Schweizer blames China for framing the fentanyl crisis as an issue of American demand rather than an international supply chain originating from Chinese factories. Schweizer accuses Kentucky senator Mitch McConnell of being passive in holding China accountable due to his family’s financial ties to Chinese interests, despite his state being heavily affected by the fentanyl crisis. Allegedly, McConnell’s family shipping business, Foremost Group, relies on China’s favor for operations, which may explain his reluctance to confront Beijing.

Similarly, California governor Gavin Newsom, whose state has seen fentanyl deaths soar in the past eight years, has also allegedly avoided confronting China. Schweizer claims that Newsom has a history of shielding China, dating back to his 2008 handling of the Beijing Olympic torch relay and his promotion of ChinaSF, an initiative fostering business ties with Chinese entities, some supposedly with ties to organized crime. His financial and political ties to China, including support from Chinese nationals with triad connections, may explain, according to Schweizer, the governor’s reluctance to address China’s role in the fentanyl crisis.

Part 1, Chapters 1-3 Analysis

Chapters 1 to 3 introduce several major claims, presented as factual, that reinforce the connection between the book’s thematic interest in Covert Manipulation and Disinformation Campaigns and the utilization of those tactics by Schweizer. His argument is designed to frame the Chinese government as engaging in deliberate, covert warfare against the United States through narcotics, drawing upon historical parallels, organized crime associations, and alleged political complicity to create a narrative.

Schweizer focuses these chapters on China’s strategic weaponization of drugs—particularly fentanyl—as part of a broader strategy of unconventional warfare against the US, emphasizing the book’s thematic interest in The Interconnection of Organized Crime and State Interests.
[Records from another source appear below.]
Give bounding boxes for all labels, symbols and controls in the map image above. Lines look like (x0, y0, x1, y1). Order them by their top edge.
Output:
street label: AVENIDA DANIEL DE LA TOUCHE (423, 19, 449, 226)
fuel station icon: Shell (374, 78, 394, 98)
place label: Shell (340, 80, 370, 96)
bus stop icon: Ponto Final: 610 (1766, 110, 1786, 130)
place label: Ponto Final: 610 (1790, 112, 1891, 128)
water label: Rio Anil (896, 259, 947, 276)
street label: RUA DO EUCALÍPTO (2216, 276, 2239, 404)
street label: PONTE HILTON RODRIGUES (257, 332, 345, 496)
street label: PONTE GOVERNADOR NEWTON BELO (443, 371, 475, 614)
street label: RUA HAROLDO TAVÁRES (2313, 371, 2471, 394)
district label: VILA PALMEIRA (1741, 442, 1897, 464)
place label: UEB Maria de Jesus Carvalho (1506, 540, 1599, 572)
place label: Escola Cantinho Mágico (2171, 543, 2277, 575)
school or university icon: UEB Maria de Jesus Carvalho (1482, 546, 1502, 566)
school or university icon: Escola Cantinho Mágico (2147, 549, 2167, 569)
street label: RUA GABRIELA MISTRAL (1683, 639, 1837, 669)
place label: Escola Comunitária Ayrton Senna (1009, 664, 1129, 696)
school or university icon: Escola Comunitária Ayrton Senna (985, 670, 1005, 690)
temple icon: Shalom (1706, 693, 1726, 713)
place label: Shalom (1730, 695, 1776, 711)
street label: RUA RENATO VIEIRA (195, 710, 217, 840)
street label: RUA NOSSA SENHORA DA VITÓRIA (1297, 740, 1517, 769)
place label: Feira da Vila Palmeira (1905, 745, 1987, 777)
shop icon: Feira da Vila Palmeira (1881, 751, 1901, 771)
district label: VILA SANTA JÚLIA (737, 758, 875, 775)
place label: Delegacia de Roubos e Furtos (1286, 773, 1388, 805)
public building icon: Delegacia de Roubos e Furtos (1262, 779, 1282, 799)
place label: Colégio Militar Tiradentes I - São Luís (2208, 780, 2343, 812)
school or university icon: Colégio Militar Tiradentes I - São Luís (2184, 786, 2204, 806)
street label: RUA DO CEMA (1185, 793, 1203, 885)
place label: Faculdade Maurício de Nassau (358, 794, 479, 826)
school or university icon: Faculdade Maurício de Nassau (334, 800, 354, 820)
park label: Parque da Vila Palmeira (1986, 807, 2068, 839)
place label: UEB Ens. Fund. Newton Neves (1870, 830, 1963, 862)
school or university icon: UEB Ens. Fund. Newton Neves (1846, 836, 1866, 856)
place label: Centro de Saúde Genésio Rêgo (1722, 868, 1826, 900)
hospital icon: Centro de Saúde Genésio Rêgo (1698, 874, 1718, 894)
Schweizer claims that the CCP has a long history of weaponizing narcotics, dating back to the 1950s, and posits the modern fentanyl crisis as an extension of this tactic. By framing the fentanyl epidemic as a form of state-sponsored warfare, Schweizer employs an appeal to fear (argumentum ad metum), utilizing collective anxiety regarding foreign influence and subversion.

Schweizer’s argument contextualizes the fentanyl crisis as part of a larger geopolitical struggle, not just a public health issue. The comparison to the Opium Wars, a period when the British used narcotics to destabilize China, is rhetorically effective, suggesting that China is now seeking revenge through a similar strategy. However, unlike the Opium Wars, where narcotics were overtly used as a tool of imperial domination, Schweizer provides little concrete evidence to support the claim that China is intentionally using fentanyl as a weapon of mass destruction against the US. While China’s role in the production of fentanyl precursors is well-documented, Schweizer presents no solid proof connecting this involvement to a deliberate state-sponsored strategy to weaken the United States.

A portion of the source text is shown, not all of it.